Seeing stars

Horoscopes are silly. Our fates are not shaped by the stars. The zodiac was dreamed up by primitive peoples to explain planetary movements and other celestial phenomena. No right-thinking person truly believes in such superstitious claptrap.

So how come I devour three horoscopes a day? I might be too busy to read beyond the headlines when it comes to world events, but I've always got time to see whether it's a good day for us Aquarians to embark on new careers or to invest in Beanie Babies. I confess that I get a little thrill when my horoscope predicts I'll come into money or finally succeed in my endeavors. On an intellectual level, I know it's all nonsense. But on some emotional level, we all hope for magic.

The problem is that newspaper horoscopes are too general. They're aimed at a wide-ranging audience, and the astrologers must try to tap us all on the shoulders to keep us coming back for more. So I read forecasts about new love (I've been happily married for 24 years) or playing the stock market (with whose money?), and I'm disappointed, knowing the stars aren't really aiming those influences at me.

We working parents need horoscopes of our very own. So much in our lives is unpredictable, it would be a comfort if we could get a bead on the future.

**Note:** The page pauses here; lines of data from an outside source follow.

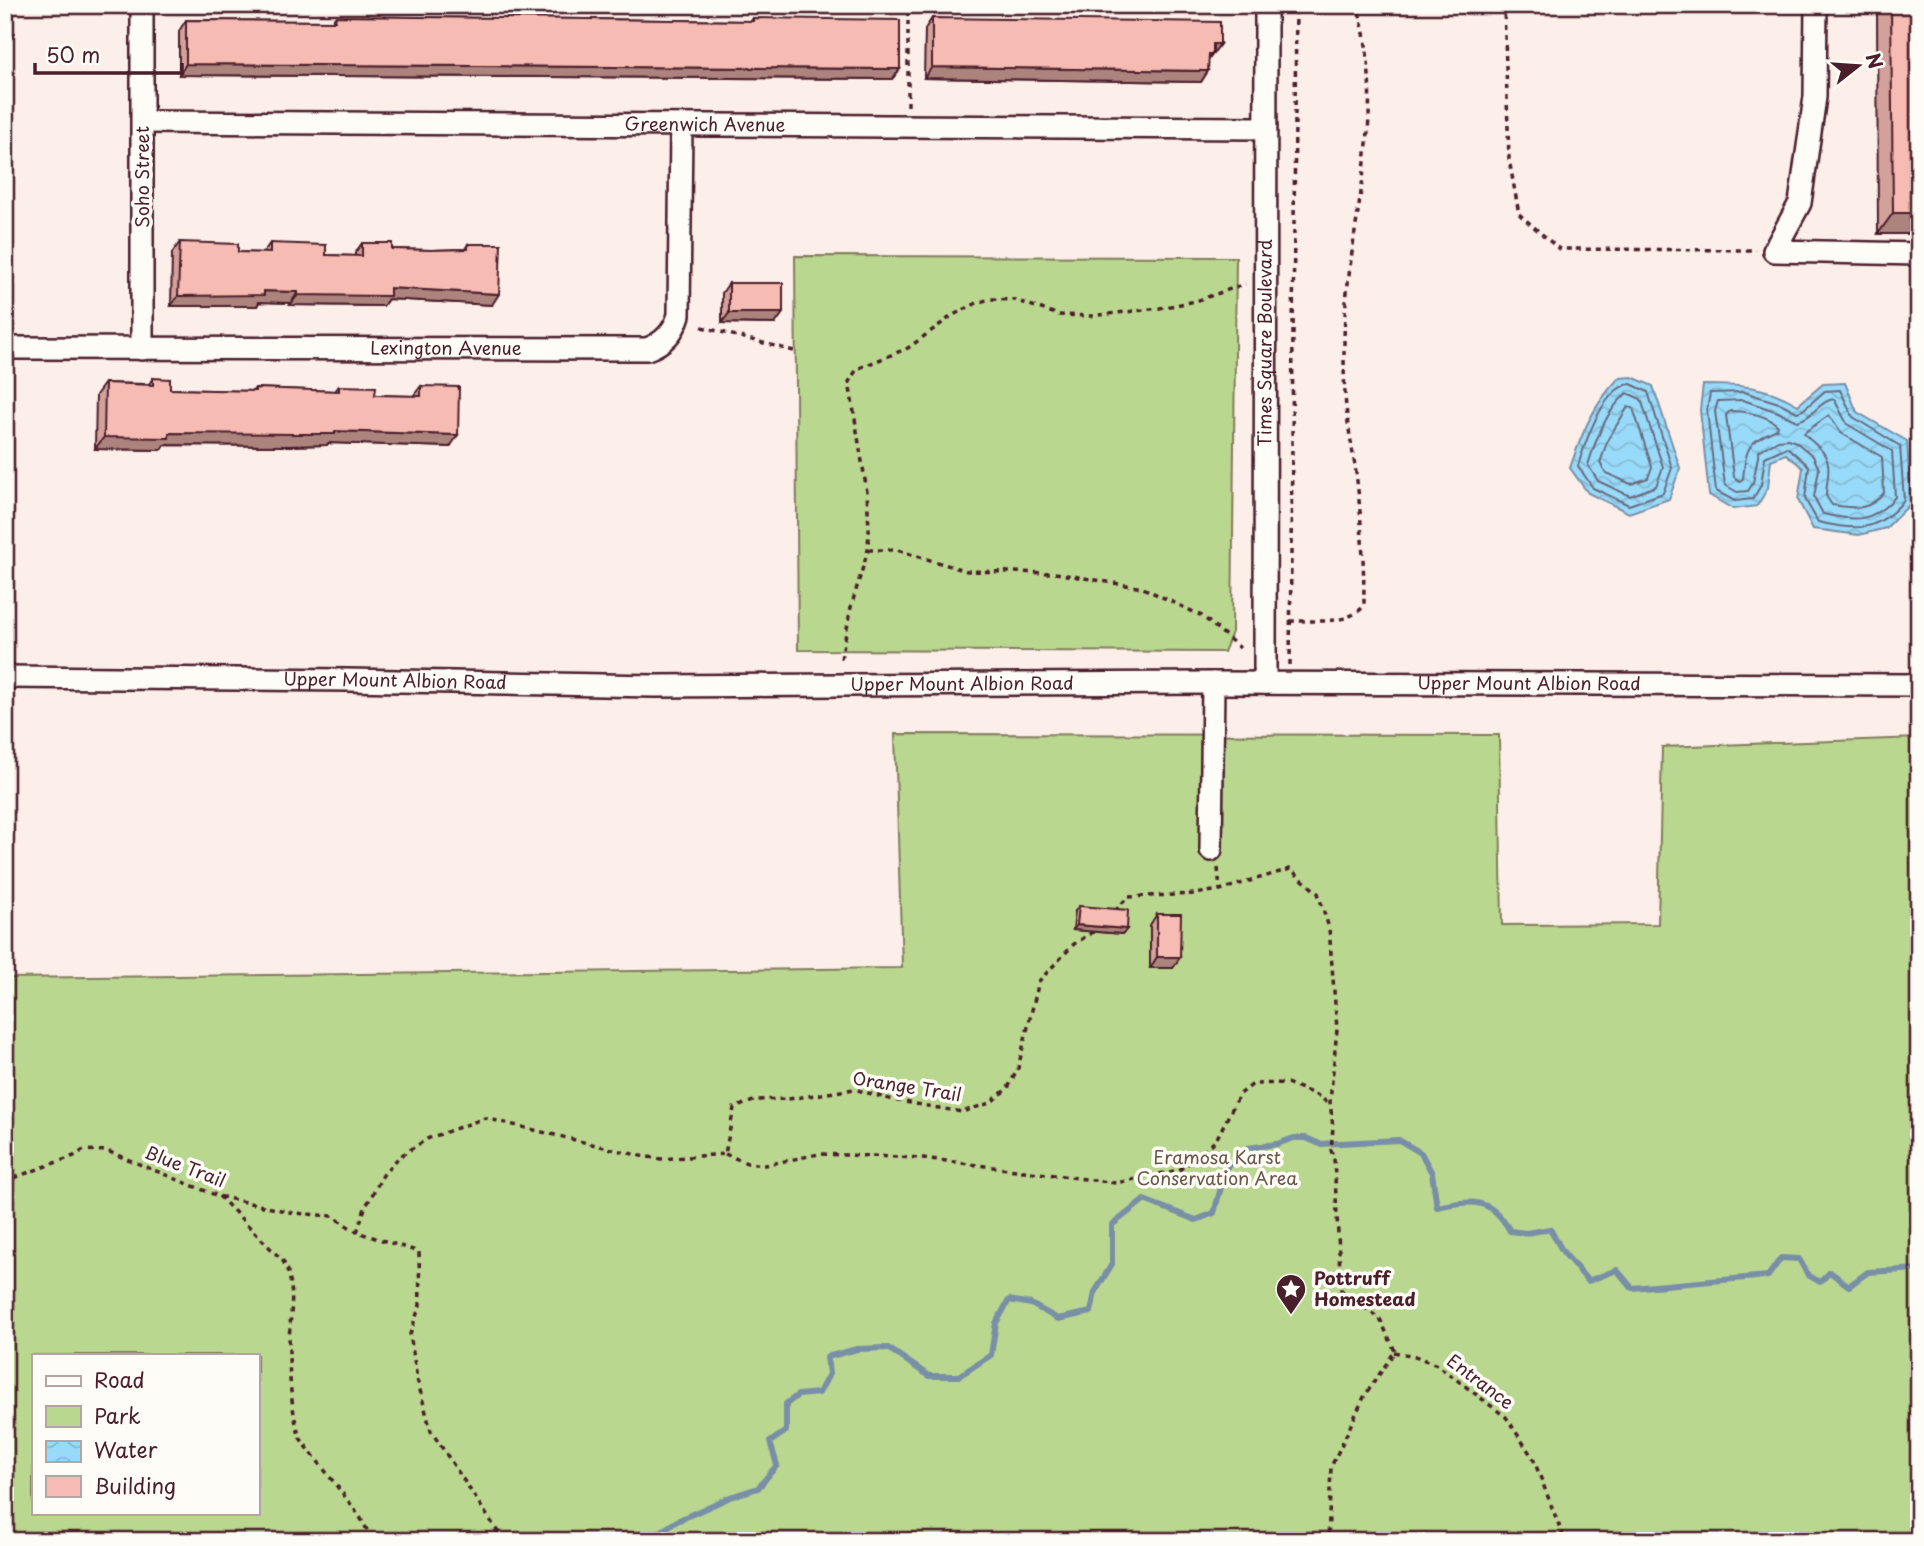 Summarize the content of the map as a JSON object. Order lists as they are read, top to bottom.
{
  "streets": {
    "street": [
      "Greenwich Avenue",
      "Soho Street",
      "Times Square Boulevard",
      "Lexington Avenue",
      "Upper Mount Albion Road"
    ],
    "path": ["Orange Trail", "Blue Trail", "Entrance"]
  },
  "crossings": [
    ["Greenwich Avenue", "Soho Street"],
    ["Greenwich Avenue", "Times Square Boulevard"],
    ["Greenwich Avenue", "Lexington Avenue"],
    ["Soho Street", "Lexington Avenue"],
    ["Times Square Boulevard", "Upper Mount Albion Road"]
  ],
  "parks": ["Eramosa Karst Conservation Area"],
  "places": {
    "place": ["Pottruff Homestead"]
  },
  "legend": [
    "Road",
    "Park",
    "Water",
    "Building"
  ],
  "scale_bar": "50 m",
  "north": "right"
}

Here then, just for you working parents out there, are some astrological predictions for the rest of the year:

ARIES: This year will seem like one long juggling act. You'll have many projects up in the air, and you must concentrate to keep them all aloft. Try to ignore the screaming child clinging to your leg. Expect conflicts at home during any month that includes the letter "R."

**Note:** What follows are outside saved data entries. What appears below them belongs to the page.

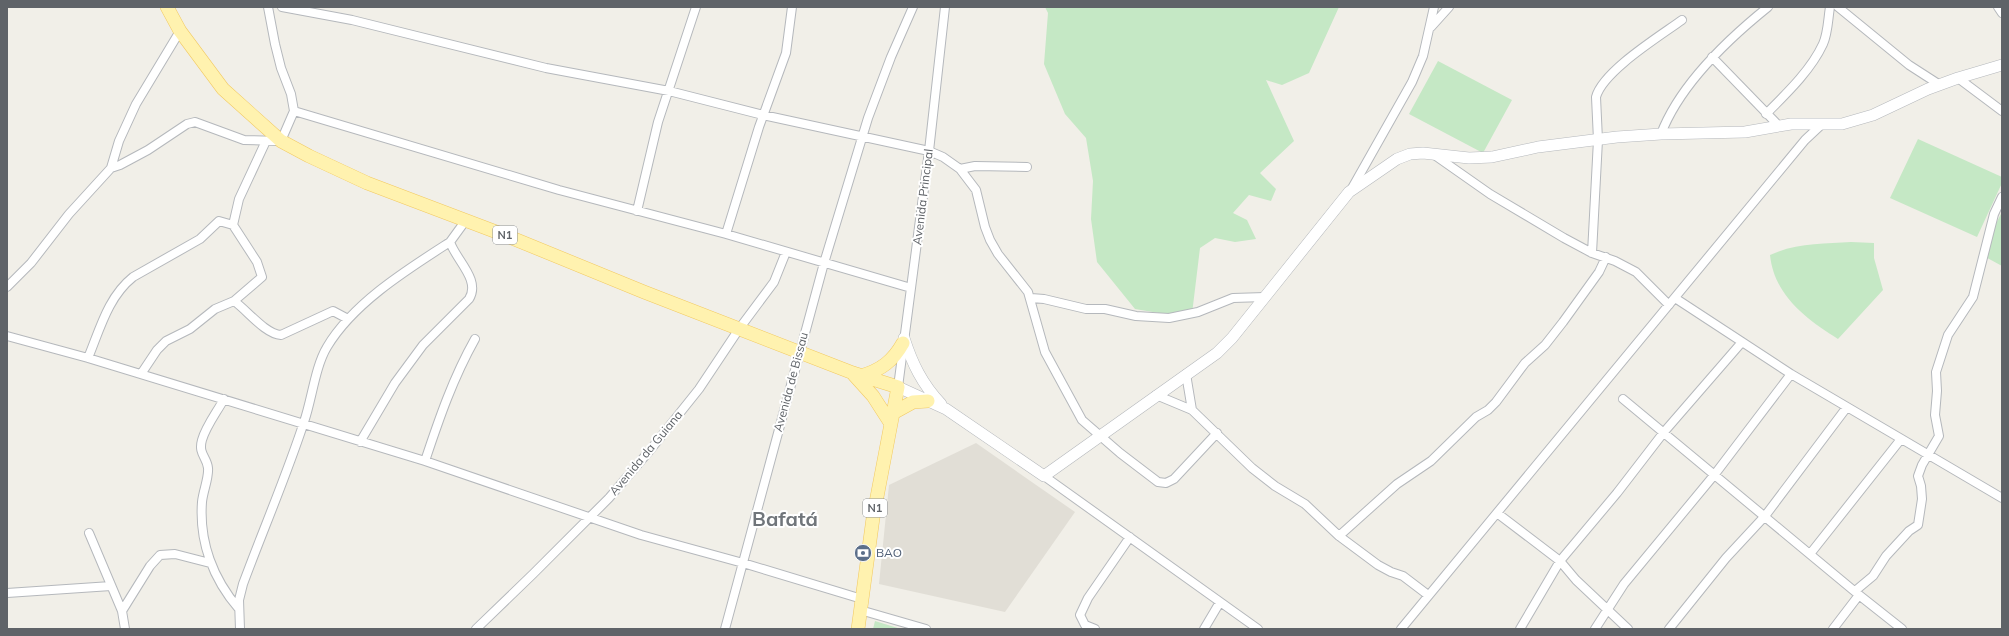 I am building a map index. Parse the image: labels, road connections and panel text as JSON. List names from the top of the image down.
{
  "streets": {
    "main road": ["N1"],
    "street": ["Avenida Principal", "Avenida de Bissau", "Avenida da Guiana"]
  },
  "crossings": [
    ["Avenida Principal", "N1"],
    ["N1", "Avenida de Bissau"],
    ["N1", "Avenida da Guiana"]
  ],
  "districts": ["Bafatá"],
  "places": {
    "bank": ["BAO"]
  }
} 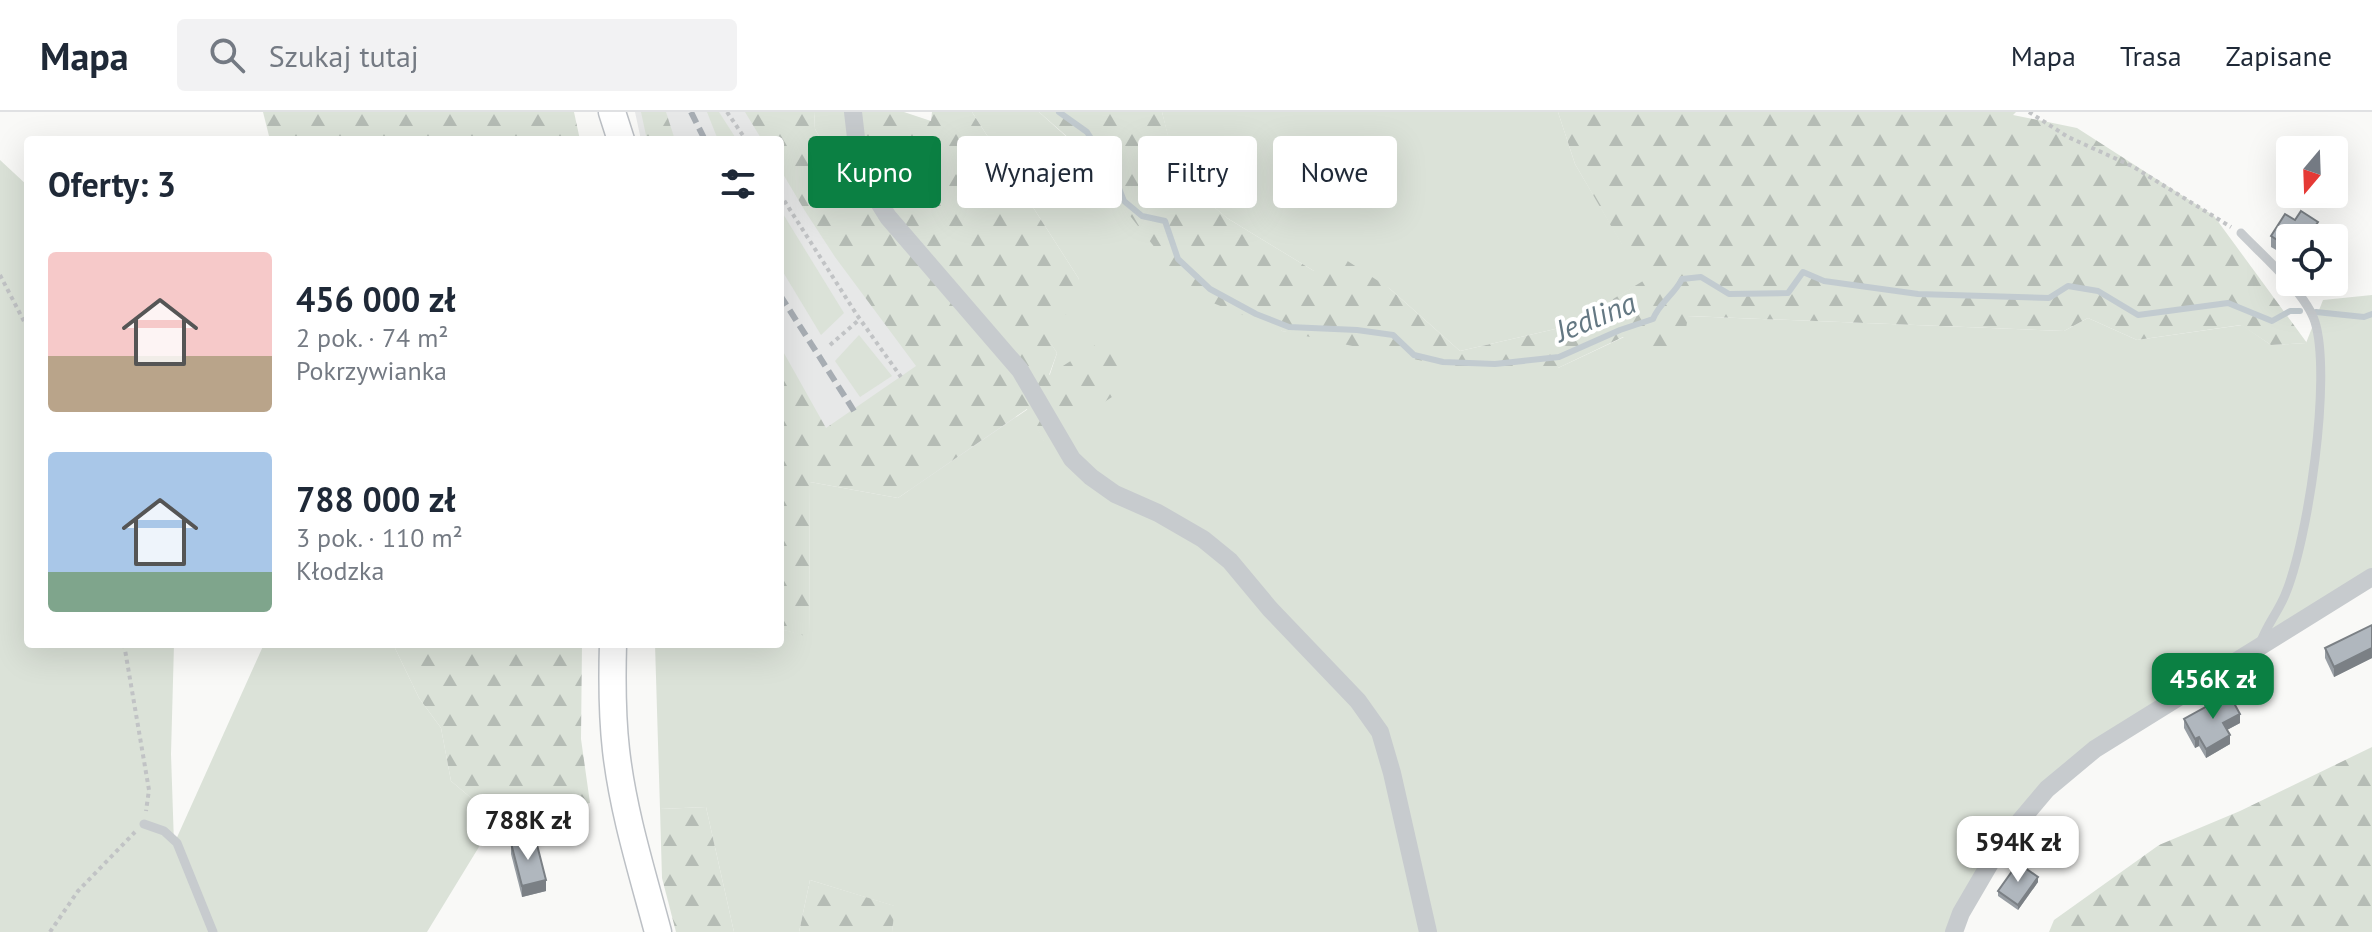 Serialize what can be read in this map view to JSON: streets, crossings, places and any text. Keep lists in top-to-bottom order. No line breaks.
{"water":["Jedlina"],"north":"bottom","page":{"header":"Mapa","search":"Szukaj tutaj","nav":["Mapa","Trasa","Zapisane"],"chip":["Kupno","Wynajem","Filtry","Nowe"],"heading":"Oferty: 3","list":[{"name":"456 000 zł","note":"2 pok. · 74 m² · Pokrzywianka"},{"name":"788 000 zł","note":"3 pok. · 110 m² · Kłodzka"}],"price":["456K zł","788K zł","594K zł"]}}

TAURUS: A great year for you bullish ones. The stock market will rebound, and you will prosper. So throw everything you have into the market. And (in case we're wrong) make sure your office is on the ground floor.

GEMINI: Family will be your focus this year. Anticipate many joyful family gatherings and reunions, during which you will grind your teeth down to the gums. Expect your no-account brother-in-law to spend several months on your sofa, watching ESPN and eating Chee-tos.

CANCER: Stop dallying and get busy climbing the career ladder! Neglect your family, your household and your hobbies. Work, work, work all the time. Then, by the end of the year, you'll realize you've been on the wrong ladder all along.

LEO: With Venus in your seventh house, this will be your year for love. Many exciting romantic adventures await you, and it'll be even more exciting when your spouse finds out. A good time to invest in life insurance.

VIRGO: With Mercury in your garage, you'll encounter difficulties with technology and machines of all sorts. Car trouble. Computer failures. Exploding cell phones. We recommend that you avoid machines during the whole year. In fact, you might want to stay in bed.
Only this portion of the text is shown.